▶ **DATA EXTRACTS**
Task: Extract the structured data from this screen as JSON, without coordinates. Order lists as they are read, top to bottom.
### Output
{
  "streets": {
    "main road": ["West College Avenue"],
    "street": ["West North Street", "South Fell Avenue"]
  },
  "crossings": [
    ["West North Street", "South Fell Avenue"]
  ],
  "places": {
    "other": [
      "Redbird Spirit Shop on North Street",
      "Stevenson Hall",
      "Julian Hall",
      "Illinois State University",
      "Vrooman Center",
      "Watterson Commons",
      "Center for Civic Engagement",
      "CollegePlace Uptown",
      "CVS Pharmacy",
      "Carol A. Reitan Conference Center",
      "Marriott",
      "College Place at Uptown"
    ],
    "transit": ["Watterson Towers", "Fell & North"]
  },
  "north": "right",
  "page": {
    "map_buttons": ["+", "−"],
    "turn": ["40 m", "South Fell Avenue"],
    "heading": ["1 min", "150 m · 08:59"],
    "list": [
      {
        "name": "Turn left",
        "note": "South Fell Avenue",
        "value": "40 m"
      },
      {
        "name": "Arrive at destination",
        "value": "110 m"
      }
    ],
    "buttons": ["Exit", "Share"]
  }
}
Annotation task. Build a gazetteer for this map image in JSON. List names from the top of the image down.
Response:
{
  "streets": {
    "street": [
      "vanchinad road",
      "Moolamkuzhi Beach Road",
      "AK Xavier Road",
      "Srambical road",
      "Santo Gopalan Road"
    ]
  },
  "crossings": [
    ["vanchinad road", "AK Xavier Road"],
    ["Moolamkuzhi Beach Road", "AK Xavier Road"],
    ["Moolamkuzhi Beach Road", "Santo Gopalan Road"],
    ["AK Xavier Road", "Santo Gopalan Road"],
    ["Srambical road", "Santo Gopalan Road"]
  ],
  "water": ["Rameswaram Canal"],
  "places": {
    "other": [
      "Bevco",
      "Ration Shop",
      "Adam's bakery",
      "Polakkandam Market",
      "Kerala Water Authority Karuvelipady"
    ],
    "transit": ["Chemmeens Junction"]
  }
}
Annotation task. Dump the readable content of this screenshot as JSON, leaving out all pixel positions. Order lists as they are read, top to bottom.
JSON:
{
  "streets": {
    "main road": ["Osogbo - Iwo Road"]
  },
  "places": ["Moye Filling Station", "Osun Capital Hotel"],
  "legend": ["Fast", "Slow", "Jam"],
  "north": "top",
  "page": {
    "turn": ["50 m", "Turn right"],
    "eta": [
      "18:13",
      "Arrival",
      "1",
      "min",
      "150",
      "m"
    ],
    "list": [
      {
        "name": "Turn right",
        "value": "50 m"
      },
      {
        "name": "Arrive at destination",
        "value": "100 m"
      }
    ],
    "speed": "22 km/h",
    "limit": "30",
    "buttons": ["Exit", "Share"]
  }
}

▶ **TRY IT**
Copy each line of the data that contains the word "Order", leaving the other lines out.

▶ **WRITTEN ANSWER**
Task: Extract the structured data from this screen as JSON, without coordinates. Order lists as they are read, top to bottom.
Annotation task. Dump the readable content of this screenshot as JSON, leaving out all pixel positions. Order lists as they are read, top to bottom.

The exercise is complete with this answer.